El arado: una herramienta indisociable de la agricultura

por | 13 de mayo de 2011

El arado es una herramienta agrícola utilizada para labrar los campos. Forma parte de los aperos no accionados para el trabajo del suelo. El arado prepara la tierra para que se pueda sembrar las semillas. Pone la tierra al revés, entierra las malas yerbas y el estiércol, lo que favorece la mineralización de la materia orgánica.

El arado casi apareció con la agricultura
Los primeros modelos de arado se remontarían a los años 3500 antes de Cristo, en Mesopotamia. Fueron pueblos vanguardistas en la agricultura y las representaciones graficas testimonian del uso del arado. La palabra arado llego en Europa entre el 5º siglo y el 10º en los idiomas germánicas y eslavas.
El uso del arado se difundió por Europa en la Edad Media, del 10º siglo al 13º siglo, con la revolución agrícola.

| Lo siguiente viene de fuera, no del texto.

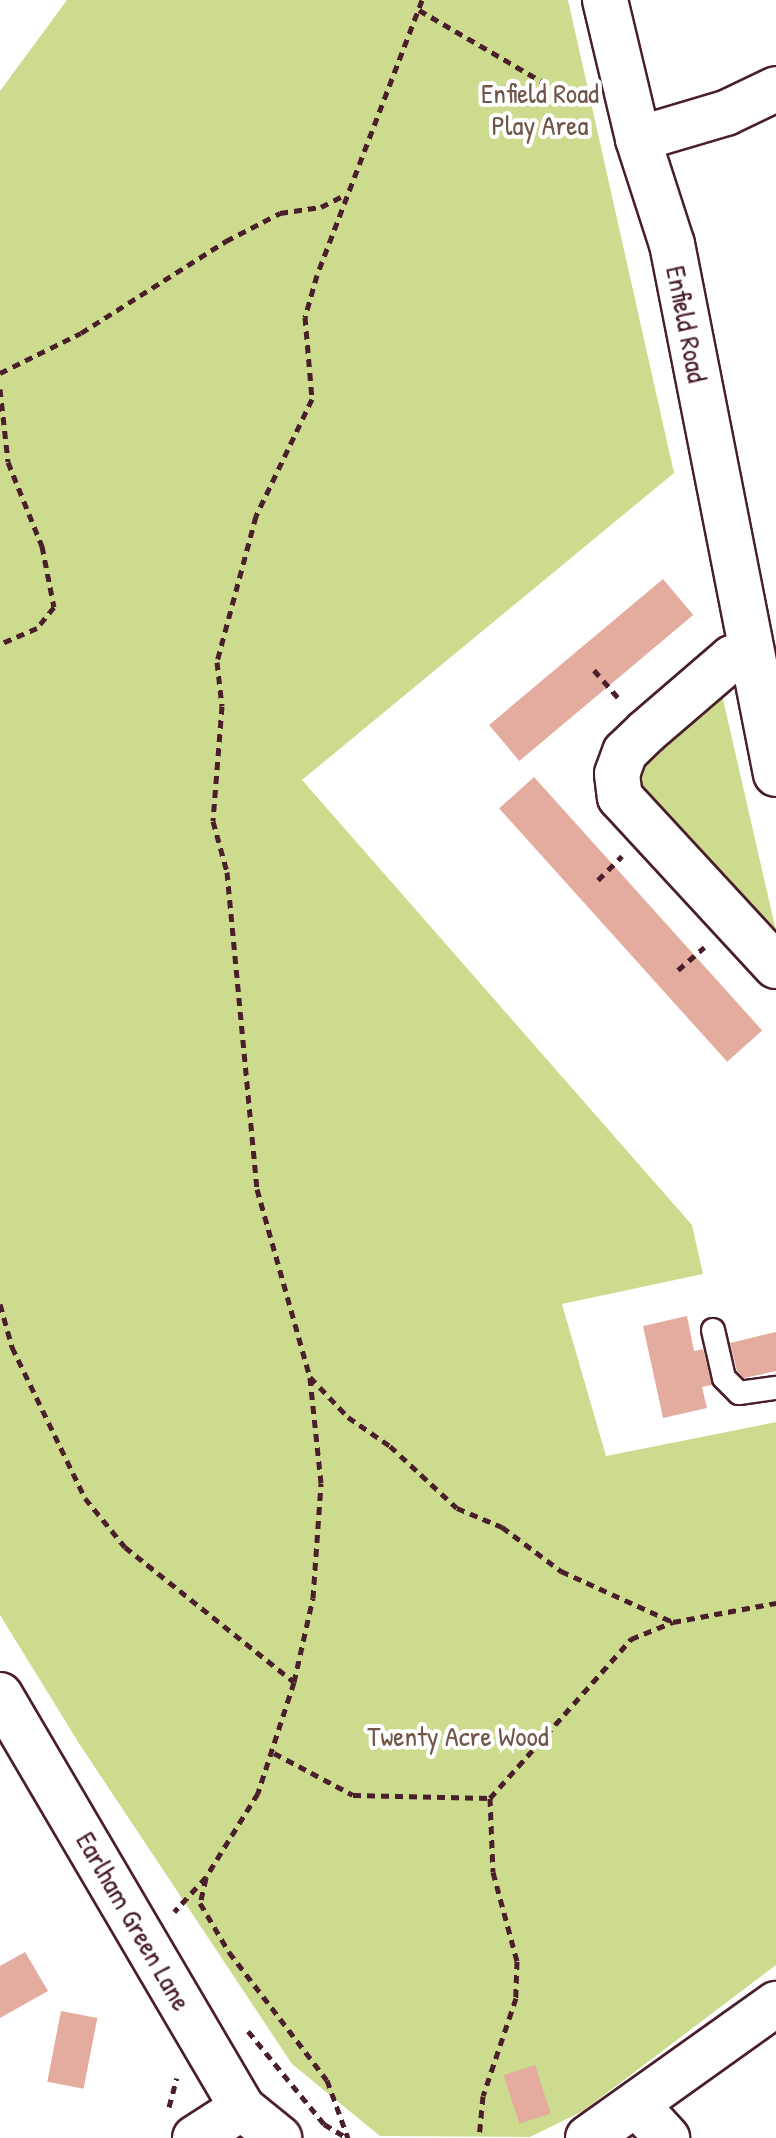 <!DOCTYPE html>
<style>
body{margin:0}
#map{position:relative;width:776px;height:2138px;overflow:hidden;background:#fff;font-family:"Patrick Hand",sans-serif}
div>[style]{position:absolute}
.green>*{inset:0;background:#cddb8e}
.building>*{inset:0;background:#e4ac9e;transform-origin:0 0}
.path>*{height:5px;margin-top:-2.5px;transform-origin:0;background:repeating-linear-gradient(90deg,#4a1f2b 0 8px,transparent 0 14px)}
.roads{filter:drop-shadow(2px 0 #4a1f2b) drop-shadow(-2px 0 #4a1f2b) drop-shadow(0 2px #4a1f2b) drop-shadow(0 -2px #4a1f2b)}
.lane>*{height:22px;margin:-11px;padding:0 11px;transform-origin:11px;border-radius:11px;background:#fff}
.street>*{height:44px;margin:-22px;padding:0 22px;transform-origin:22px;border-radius:22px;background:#fff}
.secondary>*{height:44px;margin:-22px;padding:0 22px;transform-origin:22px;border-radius:22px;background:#fff}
span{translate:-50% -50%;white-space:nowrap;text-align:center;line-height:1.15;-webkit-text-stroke:8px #fff;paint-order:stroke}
.park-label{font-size:28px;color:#715749}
.street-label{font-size:28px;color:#4a1f2b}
</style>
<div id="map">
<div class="green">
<i style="clip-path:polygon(67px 0,568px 0,674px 473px,302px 780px,692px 1225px,703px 1274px,562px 1304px,606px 1456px,776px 1422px,776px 1965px,583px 2111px,530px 2137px,380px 2136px,292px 2064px,80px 1745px,0 1615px,0 91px)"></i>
<i style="clip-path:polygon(711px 697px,723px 699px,776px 931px,766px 934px,639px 802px,638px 759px)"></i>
</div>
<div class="building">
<i style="left:663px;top:579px;width:47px;height:227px;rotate:50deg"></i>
<i style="left:534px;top:777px;width:341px;height:47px;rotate:48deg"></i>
<i style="clip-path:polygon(687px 1316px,694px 1351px,703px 1349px,712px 1385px,702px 1387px,707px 1408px,663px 1418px,643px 1326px)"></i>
<i style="clip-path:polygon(776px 1332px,776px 1371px,744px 1378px,737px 1371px,730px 1343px)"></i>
<i style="clip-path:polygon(25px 1952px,48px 1991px,0 2018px,0 1966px)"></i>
<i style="left:61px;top:2011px;width:37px;height:72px;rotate:11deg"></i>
<i style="left:535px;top:2065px;width:51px;height:33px;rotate:72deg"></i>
</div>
<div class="path">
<i style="left:422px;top:0;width:294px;rotate:110.9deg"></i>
<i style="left:317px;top:275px;width:44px;rotate:105.9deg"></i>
<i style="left:305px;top:317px;width:82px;rotate:85.1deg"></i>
<i style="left:312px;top:399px;width:130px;rotate:115.6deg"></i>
<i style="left:256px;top:516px;width:151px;rotate:105deg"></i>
<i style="left:217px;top:662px;width:44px;rotate:83.5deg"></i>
<i style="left:222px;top:706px;width:115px;rotate:94.5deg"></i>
<i style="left:213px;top:821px;width:53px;rotate:74.6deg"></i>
<i style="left:227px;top:872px;width:318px;rotate:84.6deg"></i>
<i style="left:257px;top:1189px;width:195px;rotate:74.3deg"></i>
<i style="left:310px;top:1377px;width:55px;rotate:46.5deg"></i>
<i style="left:348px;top:1417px;width:51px;rotate:34.6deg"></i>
<i style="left:390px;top:1446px;width:91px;rotate:42.8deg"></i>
<i style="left:457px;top:1508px;width:49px;rotate:22.9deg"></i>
<i style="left:502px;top:1527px;width:74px;rotate:36.7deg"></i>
<i style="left:561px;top:1571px;width:123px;rotate:24.5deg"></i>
<i style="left:419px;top:10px;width:163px;rotate:30.2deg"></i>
<i style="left:560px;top:92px;width:27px;rotate:10deg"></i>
<i style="left:0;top:373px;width:90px;rotate:-26.3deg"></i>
<i style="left:81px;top:333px;width:172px;rotate:-32.4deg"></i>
<i style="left:226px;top:241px;width:61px;rotate:-27.4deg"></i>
<i style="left:280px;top:213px;width:41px;rotate:-8.3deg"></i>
<i style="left:321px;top:207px;width:27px;rotate:-27deg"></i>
<i style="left:0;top:389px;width:73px;rotate:83.7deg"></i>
<i style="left:8px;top:462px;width:91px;rotate:68deg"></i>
<i style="left:42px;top:546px;width:62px;rotate:78.9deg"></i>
<i style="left:54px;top:607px;width:27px;rotate:129deg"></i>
<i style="left:37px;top:628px;width:40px;rotate:156.6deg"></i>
<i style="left:594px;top:670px;width:40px;rotate:49deg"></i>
<i style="left:598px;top:880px;width:34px;rotate:-45deg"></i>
<i style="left:678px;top:970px;width:35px;rotate:-41deg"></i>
<i style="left:0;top:1304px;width:45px;rotate:74.4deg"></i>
<i style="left:12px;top:1347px;width:168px;rotate:64.2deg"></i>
<i style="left:85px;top:1498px;width:63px;rotate:50.8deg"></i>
<i style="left:125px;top:1547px;width:216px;rotate:38.6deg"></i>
<i style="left:294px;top:1682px;width:117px;rotate:108deg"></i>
<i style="left:258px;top:1793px;width:99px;rotate:121.8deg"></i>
<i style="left:206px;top:1877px;width:47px;rotate:132.4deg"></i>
<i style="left:294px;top:1682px;width:86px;rotate:-77.3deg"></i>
<i style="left:313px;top:1598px;width:115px;rotate:-86deg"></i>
<i style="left:321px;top:1483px;width:106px;rotate:-96deg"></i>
<i style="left:274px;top:1753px;width:89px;rotate:28deg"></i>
<i style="left:353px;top:1795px;width:137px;rotate:1.3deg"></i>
<i style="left:490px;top:1798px;width:74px;rotate:87.7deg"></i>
<i style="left:493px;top:1872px;width:92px;rotate:74.9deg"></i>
<i style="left:517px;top:1961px;width:37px;rotate:92deg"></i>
<i style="left:516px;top:1998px;width:103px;rotate:108.6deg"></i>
<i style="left:483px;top:2096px;width:42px;rotate:95.4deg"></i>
<i style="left:490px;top:1798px;width:213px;rotate:-48.4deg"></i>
<i style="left:631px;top:1639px;width:45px;rotate:-22deg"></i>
<i style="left:673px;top:1622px;width:105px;rotate:-10.5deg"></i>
<i style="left:206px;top:1878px;width:26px;rotate:103deg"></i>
<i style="left:200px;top:1903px;width:57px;rotate:59.4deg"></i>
<i style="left:229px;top:1952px;width:161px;rotate:52.6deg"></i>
<i style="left:327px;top:2080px;width:62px;rotate:70.1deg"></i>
<i style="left:248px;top:2031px;width:120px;rotate:50.7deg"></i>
<i style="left:324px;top:2124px;width:27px;rotate:31deg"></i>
<i style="left:169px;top:2107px;width:30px;rotate:-75deg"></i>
</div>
<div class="roads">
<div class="lane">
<i style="left:713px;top:1330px;width:49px;rotate:77.1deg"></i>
<i style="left:724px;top:1378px;width:21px;rotate:45deg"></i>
<i style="left:739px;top:1393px;width:37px;rotate:-8deg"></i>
</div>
<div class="street">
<i style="left:605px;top:0;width:143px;rotate:76.6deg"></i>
<i style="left:638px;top:139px;width:110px;rotate:72.1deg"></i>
<i style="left:672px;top:244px;width:540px;rotate:78.9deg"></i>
<i style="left:638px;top:139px;width:92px;rotate:-16.5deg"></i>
<i style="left:726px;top:113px;width:55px;rotate:-25.6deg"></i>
<i style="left:750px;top:653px;width:19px;rotate:164deg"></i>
<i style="left:732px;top:658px;width:113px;rotate:139.3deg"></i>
<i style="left:646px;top:732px;width:29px;rotate:136deg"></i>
<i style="left:625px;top:752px;width:23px;rotate:110deg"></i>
<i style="left:617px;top:774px;width:23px;rotate:83deg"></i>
<i style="left:620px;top:797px;width:230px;rotate:47.3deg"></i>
<i style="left:637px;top:2105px;width:45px;rotate:47.7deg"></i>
<i style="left:195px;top:2138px;width:56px;rotate:-32.6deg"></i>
<i style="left:588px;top:2138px;width:231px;rotate:-35.5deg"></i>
</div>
<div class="secondary">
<i style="left:0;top:1695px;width:479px;rotate:59.6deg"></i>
<i style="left:242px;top:2108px;width:48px;rotate:39deg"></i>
</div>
</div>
<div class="park-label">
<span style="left:540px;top:109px">Enfield Road<br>Play Area</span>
<span style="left:458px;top:1736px">Twenty Acre Wood</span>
</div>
<div class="street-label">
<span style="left:687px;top:324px;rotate:79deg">Enfield Road</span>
<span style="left:134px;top:1921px;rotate:60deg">Earlham Green Lane</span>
</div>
</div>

Los primeros arados solo apartaban la tierra mientras los de esta revolución agrícola daban una vuelta a la tierra. Favoreció mucho la productividad agrícola, con el purín, al enriquecer la tierra.

Los avances tecnológicas para facilitar la labranza
Primero, el arado era manejado por el hombre. Rápidamente se adoptó la tracción animal, por bueyes o caballos. Fue posible con unas innovaciones. Se tuvo que cambiar la forma del arado para adaptarlo mejor al cuerpo animal.
En 1730, el holandés Joseph Foljambe construyo el arado Rotherdam, con su forma triangular optimizada para los caballos. Esta fecha marca también los principios de la fabricación industrial de los arados.
En 1808, el inglés Robert Ransome remplazo la madura con hierro; el arado metalico. El francés Fonduer en 1825 añadió un juego delantero. En 1837, John Deere, un herrero estadounidense, hizo unas transformaciones, con una hoja de cuchilla de acero. Fue la primera invención del que se pondrá líder internacional de la maquinaria agrícola, con sus productos faros: los tractores John Deere.

Los arados cada vez más potentes
Hoy en día, es posible labrar miles de hectáreas en un día gracias a los tractores agrícolas. Los arados tienen cada vez más cuerpos, lo que les permite labrar una anchura cada vez más amplia. La carrera a la potencia favoreció la intensificación de la agricultura, con los abusos conocidos. Pero el arado solo es una herramienta imprescindible para la agricultura, los seres humanos suelen ser los que lo manejan.